To illustrate, consider two variables \(x\) and \(y\) that are correlated. We may theorize about why they are correlated using PA. They could correlate because \(x\) causes \(y\) \((x \rightarrow y)\), or because \(y\) causes \(x\) \((y \rightarrow x)\), or because \(x\) and \(y\) share a common cause, \(z\), \((x \leftarrow z \rightarrow y)\). The first two “theories” are referred to as direct effects, the third one is called a spurious effect.

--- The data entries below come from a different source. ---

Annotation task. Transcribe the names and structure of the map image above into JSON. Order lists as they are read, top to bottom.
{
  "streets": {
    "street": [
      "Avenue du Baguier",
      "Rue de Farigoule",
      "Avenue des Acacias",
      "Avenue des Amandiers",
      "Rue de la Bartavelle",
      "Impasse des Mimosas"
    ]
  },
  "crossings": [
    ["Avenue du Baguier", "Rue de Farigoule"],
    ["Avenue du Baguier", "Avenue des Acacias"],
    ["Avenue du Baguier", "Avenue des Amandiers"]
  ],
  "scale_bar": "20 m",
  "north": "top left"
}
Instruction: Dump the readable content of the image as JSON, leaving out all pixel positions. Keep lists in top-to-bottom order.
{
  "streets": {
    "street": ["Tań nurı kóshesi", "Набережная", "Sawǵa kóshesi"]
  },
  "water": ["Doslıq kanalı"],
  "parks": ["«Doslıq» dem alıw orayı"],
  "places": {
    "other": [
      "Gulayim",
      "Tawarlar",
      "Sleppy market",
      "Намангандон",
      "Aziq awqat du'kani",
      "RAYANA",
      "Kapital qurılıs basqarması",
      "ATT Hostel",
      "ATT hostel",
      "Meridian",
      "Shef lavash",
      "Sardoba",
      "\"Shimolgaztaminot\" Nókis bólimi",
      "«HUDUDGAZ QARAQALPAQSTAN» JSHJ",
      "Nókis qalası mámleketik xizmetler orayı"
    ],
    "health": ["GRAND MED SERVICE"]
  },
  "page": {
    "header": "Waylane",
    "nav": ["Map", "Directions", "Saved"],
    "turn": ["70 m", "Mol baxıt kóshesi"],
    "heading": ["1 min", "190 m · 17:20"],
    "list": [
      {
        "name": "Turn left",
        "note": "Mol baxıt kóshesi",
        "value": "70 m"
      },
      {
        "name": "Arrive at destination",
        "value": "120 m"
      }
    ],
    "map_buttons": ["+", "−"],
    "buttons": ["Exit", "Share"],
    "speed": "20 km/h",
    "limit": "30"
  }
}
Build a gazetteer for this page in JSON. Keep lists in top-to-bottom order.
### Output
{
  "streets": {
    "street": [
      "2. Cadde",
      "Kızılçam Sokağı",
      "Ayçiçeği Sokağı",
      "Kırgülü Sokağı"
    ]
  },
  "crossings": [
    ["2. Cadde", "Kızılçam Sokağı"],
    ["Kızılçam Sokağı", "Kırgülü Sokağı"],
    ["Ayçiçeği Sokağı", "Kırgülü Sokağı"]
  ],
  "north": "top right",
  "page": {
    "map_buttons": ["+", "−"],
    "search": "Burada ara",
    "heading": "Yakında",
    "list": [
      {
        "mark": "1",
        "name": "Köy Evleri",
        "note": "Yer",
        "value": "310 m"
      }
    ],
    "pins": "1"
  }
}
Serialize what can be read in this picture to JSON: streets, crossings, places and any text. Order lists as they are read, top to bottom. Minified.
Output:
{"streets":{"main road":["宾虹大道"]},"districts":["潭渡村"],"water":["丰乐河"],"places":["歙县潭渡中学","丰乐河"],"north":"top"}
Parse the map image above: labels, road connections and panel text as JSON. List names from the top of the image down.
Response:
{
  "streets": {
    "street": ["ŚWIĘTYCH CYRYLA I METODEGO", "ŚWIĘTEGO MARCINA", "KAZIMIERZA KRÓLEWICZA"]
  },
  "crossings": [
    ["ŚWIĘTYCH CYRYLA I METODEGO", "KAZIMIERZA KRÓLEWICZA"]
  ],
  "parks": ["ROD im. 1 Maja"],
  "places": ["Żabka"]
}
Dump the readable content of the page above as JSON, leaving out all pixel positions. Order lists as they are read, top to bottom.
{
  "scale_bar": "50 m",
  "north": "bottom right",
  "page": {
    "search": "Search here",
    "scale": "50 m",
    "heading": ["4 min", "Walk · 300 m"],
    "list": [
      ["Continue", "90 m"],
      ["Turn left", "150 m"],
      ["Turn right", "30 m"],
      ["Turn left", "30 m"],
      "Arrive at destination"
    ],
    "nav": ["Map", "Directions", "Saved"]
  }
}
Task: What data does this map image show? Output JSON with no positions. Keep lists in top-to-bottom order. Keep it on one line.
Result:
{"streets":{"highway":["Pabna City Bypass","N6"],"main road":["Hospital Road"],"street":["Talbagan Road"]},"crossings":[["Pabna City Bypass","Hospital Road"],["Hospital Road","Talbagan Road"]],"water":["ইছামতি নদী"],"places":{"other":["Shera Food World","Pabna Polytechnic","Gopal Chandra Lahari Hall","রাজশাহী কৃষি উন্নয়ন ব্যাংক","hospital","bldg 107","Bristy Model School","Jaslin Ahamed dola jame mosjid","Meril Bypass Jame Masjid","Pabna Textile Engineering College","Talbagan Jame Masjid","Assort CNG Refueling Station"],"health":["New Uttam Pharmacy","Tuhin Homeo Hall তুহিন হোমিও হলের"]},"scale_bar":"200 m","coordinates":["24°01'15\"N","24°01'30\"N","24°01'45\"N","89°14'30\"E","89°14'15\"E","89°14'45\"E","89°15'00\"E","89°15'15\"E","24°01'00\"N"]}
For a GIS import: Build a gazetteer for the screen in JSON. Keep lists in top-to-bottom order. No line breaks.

PA makes certain assumptions:

1. the relations among the variables are linear, additive, and causal.
2. The residual terms are uncorrelated. That is, each residual is not correlated with the variables that precede it in the model.
3. There is a one-way causal flow in the system. Reciprocal causation between variables (i.e., feedback loops) is ruled out.
4. The variables are measured on an interval-level scale.
5. The variables are measured without random error.

These assumptions provide part of the framework for applying structural equation models. We should keep them in mind.

2.2 CTT & CFA

CFA estimates the correlations among observed variables in terms of underlying latent variables. This is convenient because we can now represent our CTT-based measurement model in mathematical terms (as a CFA model) and test it on data. Consider a generic case. We want to measure individual differences in some construct (anxiety for example). We know CTT and so we create multiple (three) statements (survey items) that on the face of it capture the construct of interest. Several individuals then read the the statements and indicate how much they agree, or disagree with each. The data can be summarized in a 3x3 covariance matrix.

CTT leads us to hypothesize that the variances of the three items are influenced by one underlying latent variable representing our construct, We can map this hypothesis into a CFA model where the three items \(x_1\), \(x_2\), and \(x_3\) are indicators of one underlying latent variable, \(\xi_1\). Our model is shown as a path diagram in Figure 2.

Specifying a generic CFA the model using LISREL notation.

# creating 1 factor w 3 indicators
# Lambda matrices:
lambdax <- matrix(0,3,1)
lambdax[1:3,1] <-1
# Phi matrix:
LatX <- matrix(1,1,1) #phi
# Theta matrix:
thd <- diag(1,nrow(lambdax))
# Combine matrices into a model:
mod1 <- lisrelModel(LX=lambdax, TD=thd, PH=LatX)

Plotting CFA path diagram:

# Plot path diagram using semPlot::semPaths sizelat=4, sizeman=3
#--making path diagram ---------------------mar(bot,lft,top,rgt) was M 6 L 8

semPaths(mod1, as.expression=c("nodes","edges"), sizeMan = 9,
         sizeLat = 12, style="lisrel", rotation = 3,
         residScale=14, edge.color="black", 
         edge.label.cex = 1.5, label.cex=1.5)
Figure 2. The LISREL model for a one factor model with three indicators.

Figure 2. The LISREL model for a one factor model with three indicators.

Figure 2 is the graphicical representation of our measurement model using LISREL notation. Squares denote observed variables (indicators) and the circle represents the latent variable or construct of interest. Each indicator has a coefficient \(\lambda_{i1}\) (lambda) linking it to the latent variable \(\xi_1\) representing our construct and a coefficient \(\theta_{ii}\) (theta) expressing its measurement error variance. PA tells us that two variables may be correlated because they share a common cause. For example, because \(x_1\) and \(x_2\) share a common cause \(\xi_1\), our model implies that \(r(x_1 x_2) = \lambda_{11}\lambda_{21}\). The same can be said about the other two correlations, \(r(x_1,x_3) = \lambda_{11}\lambda_{31}\) and \(r(x_2,x_3) = \lambda_{21}\lambda_{31}\). If the estimated correlations from our CFA model are consistent with the observed correlations, there is support for the hypothesis that the three items are measuring the same underlying construct.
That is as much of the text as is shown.